» **Exercise prompt**: Search the records for the word "casing". Copy every line where it appears.

________________________

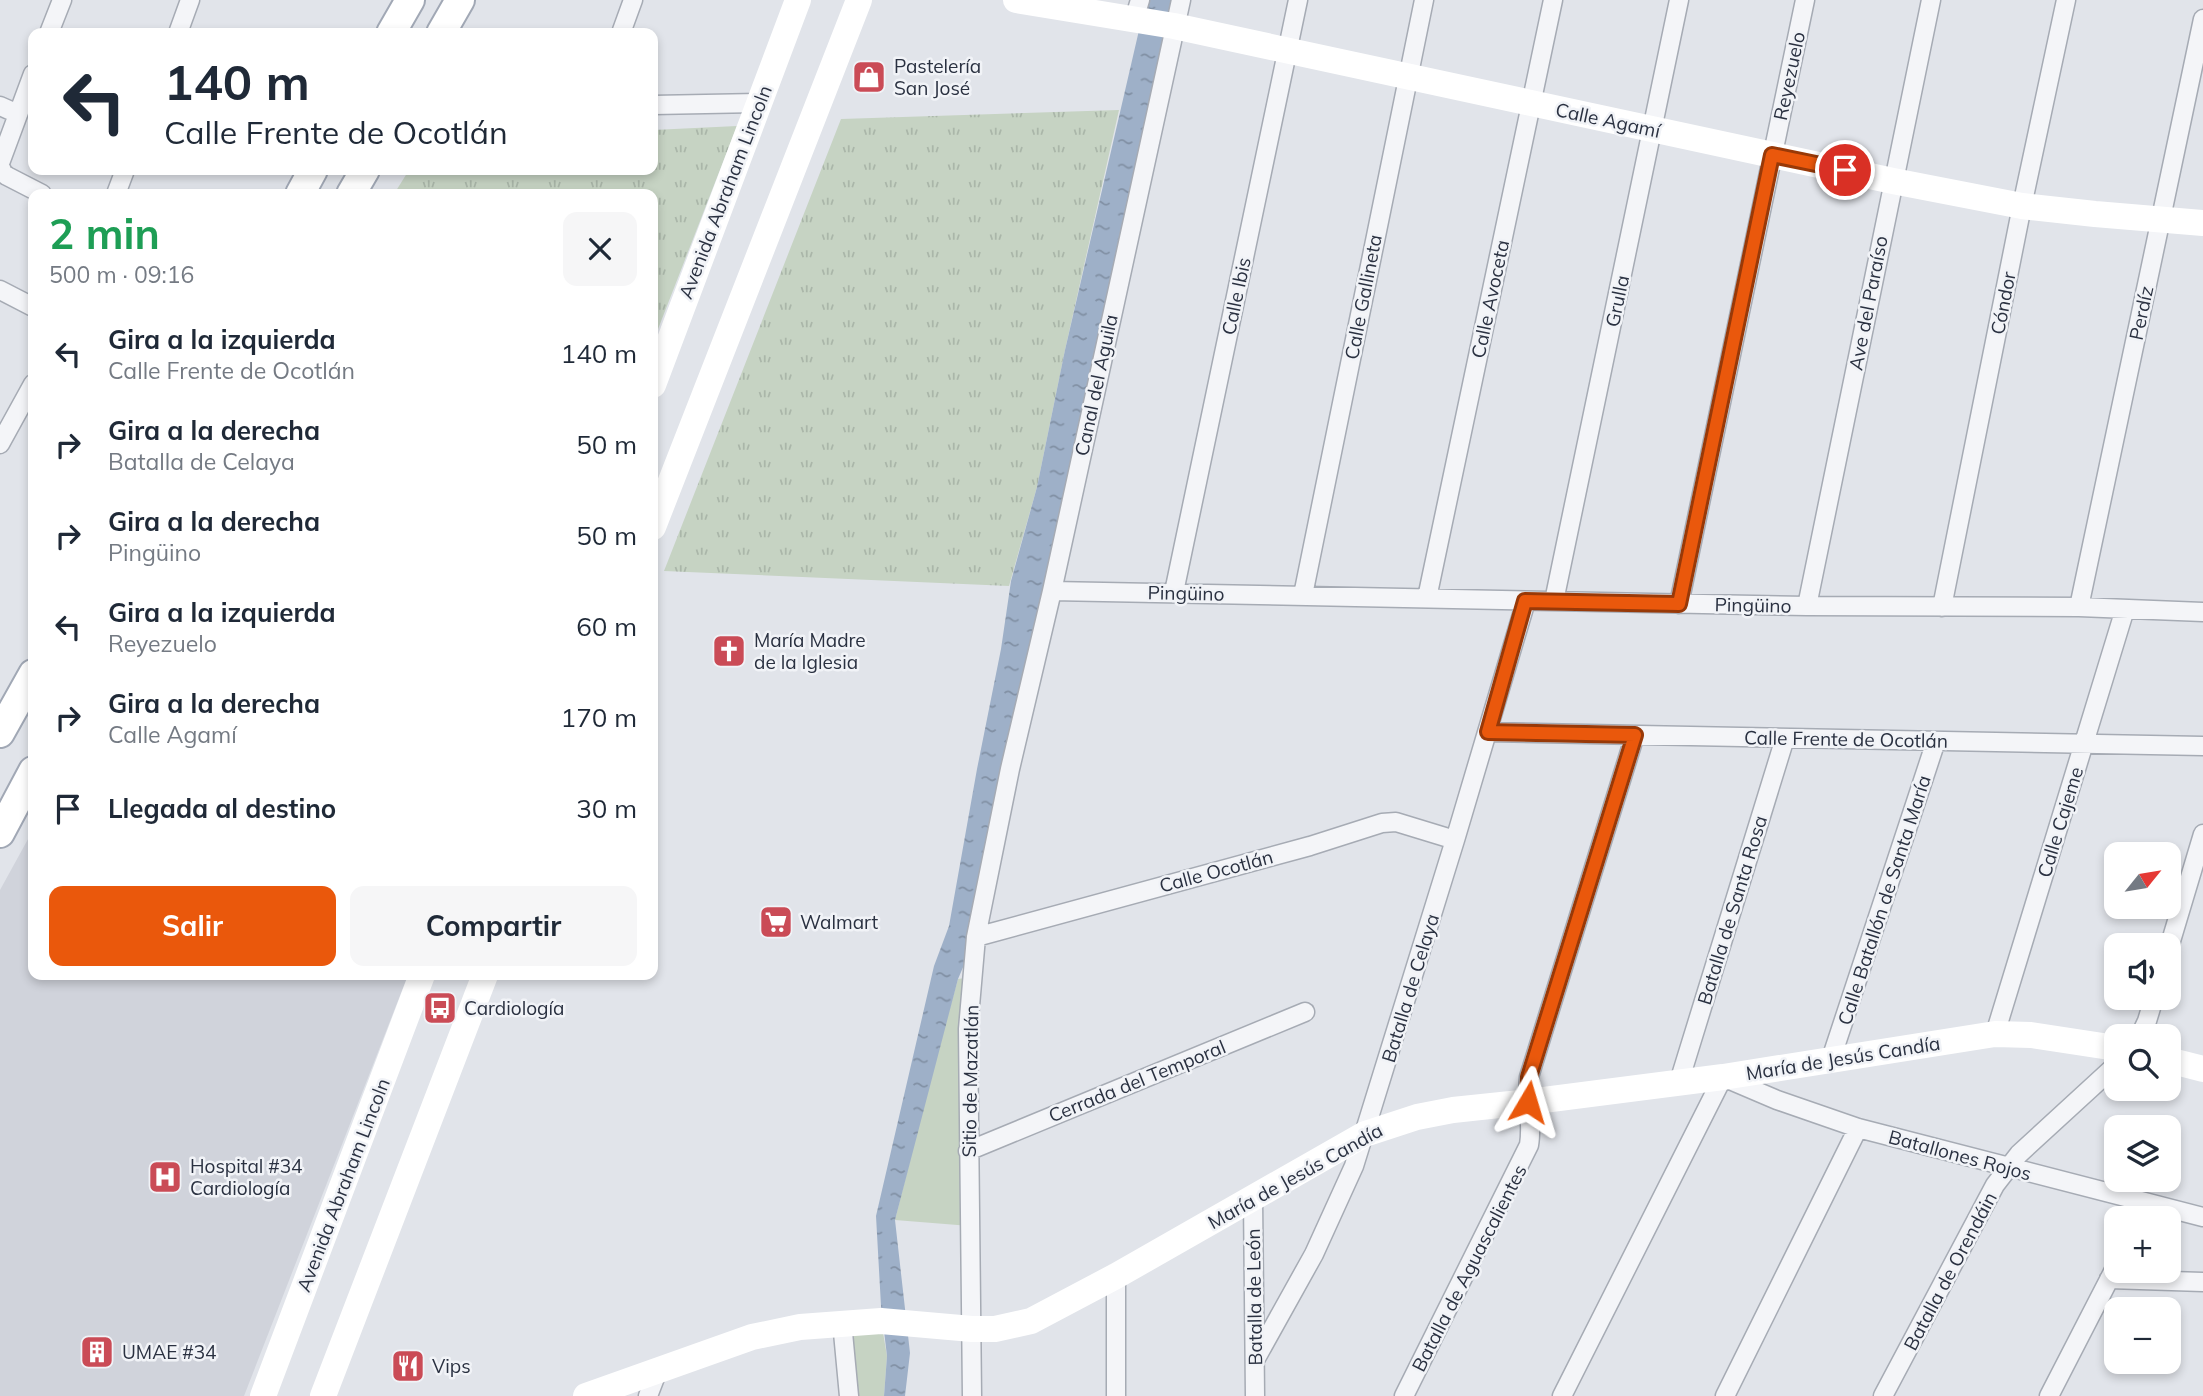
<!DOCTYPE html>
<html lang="es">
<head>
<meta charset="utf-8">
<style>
  body { margin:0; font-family:Mulish,sans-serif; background:#f6f6f7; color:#1f2937; height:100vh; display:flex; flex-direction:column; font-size:26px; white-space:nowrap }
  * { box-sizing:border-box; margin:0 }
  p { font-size:23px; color:#747a83 }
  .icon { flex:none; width:38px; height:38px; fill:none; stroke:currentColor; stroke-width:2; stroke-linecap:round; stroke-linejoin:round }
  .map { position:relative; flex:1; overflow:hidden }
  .panel { position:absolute; left:28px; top:189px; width:630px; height:791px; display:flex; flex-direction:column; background:#fff; border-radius:14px; box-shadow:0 4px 10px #0003 }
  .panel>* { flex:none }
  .guide { position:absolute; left:28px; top:28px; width:630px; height:147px; border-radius:14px; box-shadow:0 4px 10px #0003; background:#fff; color:#1f2937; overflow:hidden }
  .needle { width:46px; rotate:60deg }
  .controls { position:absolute; left:2104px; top:842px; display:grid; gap:14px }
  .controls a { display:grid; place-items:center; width:77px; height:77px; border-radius:14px; background:#fff; box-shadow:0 4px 10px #0003; font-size:35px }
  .pin { position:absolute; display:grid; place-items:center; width:60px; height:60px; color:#fff; margin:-30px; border:4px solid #fff; border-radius:50%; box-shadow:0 2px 7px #0007 }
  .me { position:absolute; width:77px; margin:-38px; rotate:7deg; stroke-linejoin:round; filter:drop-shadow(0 0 5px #0008) }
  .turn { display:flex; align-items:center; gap:24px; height:147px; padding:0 21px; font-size:32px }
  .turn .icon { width:91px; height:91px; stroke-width:2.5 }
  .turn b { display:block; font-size:49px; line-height:60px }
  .round { display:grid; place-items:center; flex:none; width:74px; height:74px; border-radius:14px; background:#f6f6f7 }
  .summary { display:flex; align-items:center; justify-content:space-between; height:119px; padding:0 21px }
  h1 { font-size:42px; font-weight:700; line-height:52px; color:#1e9e55 }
  .action { display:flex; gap:14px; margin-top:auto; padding:14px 21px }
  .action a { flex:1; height:80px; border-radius:14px; background:#ea580c; color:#fff; font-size:28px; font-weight:700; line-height:80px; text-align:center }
  .action a+a { background:#f6f6f7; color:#1f2937 }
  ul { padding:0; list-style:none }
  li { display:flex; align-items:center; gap:21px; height:91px; padding:0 21px }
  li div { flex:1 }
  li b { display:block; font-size:26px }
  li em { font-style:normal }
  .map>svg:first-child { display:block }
  .built { fill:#d0d3db }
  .grass { fill:url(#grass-tufts) }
  .park { fill:#c6d3c3 }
  .water { fill:url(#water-ripples) }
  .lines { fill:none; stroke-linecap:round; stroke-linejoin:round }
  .street-casing { stroke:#a6abb4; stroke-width:21 }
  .primary-casing { stroke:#a1a8b5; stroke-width:32 }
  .street { stroke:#f4f5f8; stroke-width:18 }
  .secondary { stroke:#fff; stroke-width:26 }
  .primary { stroke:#fff; stroke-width:28 }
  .route-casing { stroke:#983908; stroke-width:18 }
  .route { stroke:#ea580c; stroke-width:12 }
  .labels { text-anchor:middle; stroke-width:5; stroke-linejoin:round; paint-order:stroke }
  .poi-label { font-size:19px; fill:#2a3141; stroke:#f1f3f7; text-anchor:start }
  .street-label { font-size:19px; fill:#2a3141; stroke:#f1f3f7 }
</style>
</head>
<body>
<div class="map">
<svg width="2203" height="1396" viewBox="0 0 2203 1396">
  <defs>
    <pattern id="grass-tufts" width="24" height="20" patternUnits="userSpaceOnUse" patternTransform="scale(1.75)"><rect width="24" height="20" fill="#c6d3c3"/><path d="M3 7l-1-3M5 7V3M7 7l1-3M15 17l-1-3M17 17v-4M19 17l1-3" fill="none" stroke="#aab6a9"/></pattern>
    <pattern id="water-ripples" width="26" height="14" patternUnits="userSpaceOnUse" patternTransform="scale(1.75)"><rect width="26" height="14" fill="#9eb0c8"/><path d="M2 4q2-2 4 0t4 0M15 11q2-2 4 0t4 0" fill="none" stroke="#8190a4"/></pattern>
  </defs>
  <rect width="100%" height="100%" fill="#e1e4ea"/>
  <path class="built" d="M33,830V975H408L244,1396H0V890Z"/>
  <path class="grass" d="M1119,110L1065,350L1037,487L1009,586L664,571L841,119Z
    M737,126L653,342V194H394L409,170H653V130Z"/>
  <path class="park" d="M972,977L970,1226L895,1220L933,1068L958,979Z
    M881,1321L887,1356L884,1396H849L842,1322Z"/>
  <path class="water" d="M1146,0H1181L976,937L958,979L895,1220L910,1353L905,1396H884L887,1356L881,1306L876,1216L934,966L949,926L977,769L1001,649L1011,581L1037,487L1065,350Z"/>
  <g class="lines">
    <defs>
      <path id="street" d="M1134,20L1140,0
        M49,33L62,0
        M178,33L190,0
        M621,33L633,0
        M653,105L758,103
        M0,106L18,114
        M0,163L33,74
        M0,166L3,173L7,176L42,194
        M116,194L125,170
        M0,290L33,307
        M0,444L33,384
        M1052,591L1807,606L2079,607L2203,612
        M1174,592L1298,0
        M1303,595L1424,0
        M1427,598L1553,0
        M1554,601L1679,0
        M1679,604L1805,0
        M1807,606L1931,0
        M1942,607L2022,206L2066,0
        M2079,607L2203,19
        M1488,732L2203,746
        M976,937L1310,846L1382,823L1396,822L1455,840
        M2168,951L2203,834
        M1995,1034L2125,609
        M2140,1036L2147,1021L2154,998
        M1831,1059L1936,741
        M1679,1082L1785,738
        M968,1151L1305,1012
        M1253,1198L1255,1396
        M1116,1276V1396
        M2109,1279L2203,1282
        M842,1322L849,1396
        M1255,1360L1314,1254L1354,1166L1455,840L1526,601
        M648,1396L658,1370
        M972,1396L968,1029L976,937L1010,769L1052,591L1181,0
        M1404,1396L1529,1145C1533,1122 1526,1101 1529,1077L1635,735
        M1562,1396L1723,1077L1777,1100L1858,1128L2203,1217
        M1725,1396L1858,1128
        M1883,1396L1995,1185L2019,1154L2116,1065
        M2049,1396L2116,1266"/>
      <path id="primary" d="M391,33L410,0
        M441,33L460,0
        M300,194L313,170
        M351,194L365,170
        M0,733L33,674
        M0,833L33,771"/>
    </defs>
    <use href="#street" class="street-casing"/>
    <use href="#primary" class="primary-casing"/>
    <use href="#street" class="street"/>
    <path class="secondary" d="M1016,0L1174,26L1893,181L2022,206L2095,214L2203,223
      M653,385L798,0
      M653,527L859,0
      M2168,1060L2203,1069
      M263,1396L422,975
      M323,1396L485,975
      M586,1396L752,1337L800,1327L881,1321L972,1329H995L1031,1321L1116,1276L1365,1134L1417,1117L1453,1110L1528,1102L1723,1077L1995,1034L2031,1035L2116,1048"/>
    <use href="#primary" class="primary"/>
  </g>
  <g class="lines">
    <defs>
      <path id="route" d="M1528,1102L1529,1077L1635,735L1488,732L1525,601L1679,604L1772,155L1845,170"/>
    </defs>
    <use href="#route" class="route-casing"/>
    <use href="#route" class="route"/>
  </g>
  <defs>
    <symbol id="shop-square" viewBox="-11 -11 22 22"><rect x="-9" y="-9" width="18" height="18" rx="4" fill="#ca4b56" stroke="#f1f3f7"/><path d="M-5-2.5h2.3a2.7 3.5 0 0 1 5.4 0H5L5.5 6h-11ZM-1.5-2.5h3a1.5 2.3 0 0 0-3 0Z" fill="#fff"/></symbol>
    <symbol id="church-square" viewBox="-11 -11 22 22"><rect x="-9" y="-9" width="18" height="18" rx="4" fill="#ca4b56" stroke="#f1f3f7"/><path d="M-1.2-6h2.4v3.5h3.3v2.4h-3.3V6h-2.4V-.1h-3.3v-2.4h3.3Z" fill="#fff"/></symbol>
    <symbol id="supermarket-square" viewBox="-11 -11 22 22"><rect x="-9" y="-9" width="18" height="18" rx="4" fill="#ca4b56" stroke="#f1f3f7"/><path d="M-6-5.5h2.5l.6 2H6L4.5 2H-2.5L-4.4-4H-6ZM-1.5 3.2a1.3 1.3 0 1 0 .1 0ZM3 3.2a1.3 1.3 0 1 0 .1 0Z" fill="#fff"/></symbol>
    <symbol id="bus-square" viewBox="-11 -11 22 22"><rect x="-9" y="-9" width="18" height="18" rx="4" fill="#ca4b56" stroke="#f1f3f7"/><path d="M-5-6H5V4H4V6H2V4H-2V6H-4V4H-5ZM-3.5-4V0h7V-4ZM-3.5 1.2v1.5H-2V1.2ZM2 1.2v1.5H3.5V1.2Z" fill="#fff"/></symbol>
    <symbol id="hospital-square" viewBox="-11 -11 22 22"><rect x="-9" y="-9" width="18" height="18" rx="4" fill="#ca4b56" stroke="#f1f3f7"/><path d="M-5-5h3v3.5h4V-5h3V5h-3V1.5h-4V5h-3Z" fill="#fff"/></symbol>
    <symbol id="building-square" viewBox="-11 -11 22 22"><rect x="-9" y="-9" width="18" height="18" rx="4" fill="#ca4b56" stroke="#f1f3f7"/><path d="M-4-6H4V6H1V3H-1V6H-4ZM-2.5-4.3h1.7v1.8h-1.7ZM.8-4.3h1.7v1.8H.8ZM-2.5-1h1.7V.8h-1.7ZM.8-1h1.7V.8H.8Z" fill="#fff"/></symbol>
    <symbol id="restaurant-square" viewBox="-11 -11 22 22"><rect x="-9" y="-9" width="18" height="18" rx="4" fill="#ca4b56" stroke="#f1f3f7"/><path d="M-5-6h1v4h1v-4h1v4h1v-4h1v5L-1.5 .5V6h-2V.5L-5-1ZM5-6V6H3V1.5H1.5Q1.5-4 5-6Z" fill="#fff"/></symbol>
  </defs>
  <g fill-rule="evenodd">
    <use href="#shop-square" x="850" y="58" width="38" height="38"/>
    <use href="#church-square" x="710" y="632" width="38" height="38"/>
    <use href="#supermarket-square" x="757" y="903" width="38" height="38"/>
    <use href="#bus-square" x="421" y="989" width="38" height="38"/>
    <use href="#hospital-square" x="146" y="1158" width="38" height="38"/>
    <use href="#building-square" x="78" y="1333" width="38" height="38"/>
    <use href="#restaurant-square" x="389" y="1347" width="38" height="38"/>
  </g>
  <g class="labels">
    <g class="poi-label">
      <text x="894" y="73">Pastelería<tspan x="894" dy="22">San José</tspan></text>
      <text x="754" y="647">María Madre<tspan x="754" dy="22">de la Iglesia</tspan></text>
      <text x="800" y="929">Walmart</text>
      <text x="464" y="1015">Cardiología</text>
      <text x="190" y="1173">Hospital #34<tspan x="190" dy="22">Cardiología</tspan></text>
      <text x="122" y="1359">UMAE #34</text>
      <text x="432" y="1373">Vips</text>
    </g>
    <g class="street-label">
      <text transform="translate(1789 76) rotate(-78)" y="7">Reyezuelo</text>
      <text transform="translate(1608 120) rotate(12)" y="7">Calle Agamí</text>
      <text transform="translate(725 192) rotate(-69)" y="7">Avenida Abraham Lincoln</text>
      <text transform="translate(1236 296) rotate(-78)" y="7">Calle Ibis</text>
      <text transform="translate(1363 297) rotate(-79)" y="7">Calle Gallineta</text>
      <text transform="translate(1490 299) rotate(-78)" y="7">Calle Avoceta</text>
      <text transform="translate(1617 301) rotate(-78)" y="7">Grulla</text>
      <text transform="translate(1868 303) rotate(-79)" y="7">Ave del Paraíso</text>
      <text transform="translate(2003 303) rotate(-79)" y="7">Cóndor</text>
      <text transform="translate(2141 313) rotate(-78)" y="7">Perdíz</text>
      <text transform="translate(1096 385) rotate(-78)" y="7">Canal del Aguila</text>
      <text transform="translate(1186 593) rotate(1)" y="7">Pingüino</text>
      <text transform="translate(1753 605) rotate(1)" y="7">Pingüino</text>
      <text transform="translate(1846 739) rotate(1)" y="7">Calle Frente de Ocotlán</text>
      <text transform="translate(2060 822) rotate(-73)" y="7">Calle Cajeme</text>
      <text transform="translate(1216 871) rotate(-15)" y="7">Calle Ocotlán</text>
      <text transform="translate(1884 900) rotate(-72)" y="7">Calle Batallón de Santa María</text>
      <text transform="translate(1732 910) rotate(-73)" y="7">Batalla de Santa Rosa</text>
      <text transform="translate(1410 988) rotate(-73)" y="7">Batalla de Celaya</text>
      <text transform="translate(1843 1058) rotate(-9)" y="7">María de Jesús Candía</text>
      <text transform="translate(970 1081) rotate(-89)" y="7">Sitio de Mazatlán</text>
      <text transform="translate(1137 1081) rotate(-22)" y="7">Cerrada del Temporal</text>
      <text transform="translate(1960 1155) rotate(15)" y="7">Batallones Rojos</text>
      <text transform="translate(1295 1176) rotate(-29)" y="7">María de Jesús Candía</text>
      <text transform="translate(343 1185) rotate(-69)" y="7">Avenida Abraham Lincoln</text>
      <text transform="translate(1469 1268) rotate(-63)" y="7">Batalla de Aguascalientes</text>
      <text transform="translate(1950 1271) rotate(-62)" y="7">Batalla de Orendáin</text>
      <text transform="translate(1254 1297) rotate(-91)" y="7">Batalla de León</text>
    </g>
  </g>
</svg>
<div class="controls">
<a><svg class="needle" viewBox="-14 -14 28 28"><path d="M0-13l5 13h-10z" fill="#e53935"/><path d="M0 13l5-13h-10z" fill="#747a83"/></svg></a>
<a><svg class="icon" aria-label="sound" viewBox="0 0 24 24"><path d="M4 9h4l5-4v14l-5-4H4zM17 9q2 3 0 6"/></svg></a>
<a><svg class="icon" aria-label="search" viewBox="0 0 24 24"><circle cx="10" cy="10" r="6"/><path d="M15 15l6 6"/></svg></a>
<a><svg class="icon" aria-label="layers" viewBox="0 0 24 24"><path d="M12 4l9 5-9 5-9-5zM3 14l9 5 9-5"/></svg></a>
<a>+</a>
<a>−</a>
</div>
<div class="pin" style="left:1845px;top:170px;background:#d93025"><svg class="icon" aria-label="arrive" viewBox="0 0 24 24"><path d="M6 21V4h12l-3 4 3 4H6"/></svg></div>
<svg class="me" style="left:1528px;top:1102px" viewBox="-20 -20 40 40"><path d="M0-17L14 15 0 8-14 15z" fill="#ea580c" stroke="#fff" stroke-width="4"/></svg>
<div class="guide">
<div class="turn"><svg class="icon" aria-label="left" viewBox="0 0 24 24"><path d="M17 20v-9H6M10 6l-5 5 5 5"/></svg><div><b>140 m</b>Calle Frente de Ocotlán</div></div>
</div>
<section class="panel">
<div class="summary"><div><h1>2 min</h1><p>500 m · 09:16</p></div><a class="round"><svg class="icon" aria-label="close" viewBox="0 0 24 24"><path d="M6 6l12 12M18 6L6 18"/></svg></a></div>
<ul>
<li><svg class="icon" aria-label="left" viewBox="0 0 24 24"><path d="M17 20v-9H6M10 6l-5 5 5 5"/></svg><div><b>Gira a la izquierda</b><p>Calle Frente de Ocotlán</p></div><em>140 m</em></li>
<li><svg class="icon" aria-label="right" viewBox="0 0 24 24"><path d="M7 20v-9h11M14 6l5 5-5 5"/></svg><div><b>Gira a la derecha</b><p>Batalla de Celaya</p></div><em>50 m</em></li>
<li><svg class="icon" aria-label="right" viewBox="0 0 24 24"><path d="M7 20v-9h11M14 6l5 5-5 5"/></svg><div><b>Gira a la derecha</b><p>Pingüino</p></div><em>50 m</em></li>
<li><svg class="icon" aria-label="left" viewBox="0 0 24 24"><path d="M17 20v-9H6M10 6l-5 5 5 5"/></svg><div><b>Gira a la izquierda</b><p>Reyezuelo</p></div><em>60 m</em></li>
<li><svg class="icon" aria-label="right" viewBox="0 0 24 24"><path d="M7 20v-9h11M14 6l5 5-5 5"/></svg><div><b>Gira a la derecha</b><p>Calle Agamí</p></div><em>170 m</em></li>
<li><svg class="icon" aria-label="arrive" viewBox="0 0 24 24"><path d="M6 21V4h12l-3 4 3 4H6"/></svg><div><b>Llegada al destino</b></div><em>30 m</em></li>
</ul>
<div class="action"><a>Salir</a><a>Compartir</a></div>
</section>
</div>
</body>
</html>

________________________

» **Answer section**:
  .street-casing { stroke:#a6abb4; stroke-width:21 }
  .primary-casing { stroke:#a1a8b5; stroke-width:32 }
  .route-casing { stroke:#983908; stroke-width:18 }
    <use href="#street" class="street-casing"/>
    <use href="#primary" class="primary-casing"/>
    <use href="#route" class="route-casing"/>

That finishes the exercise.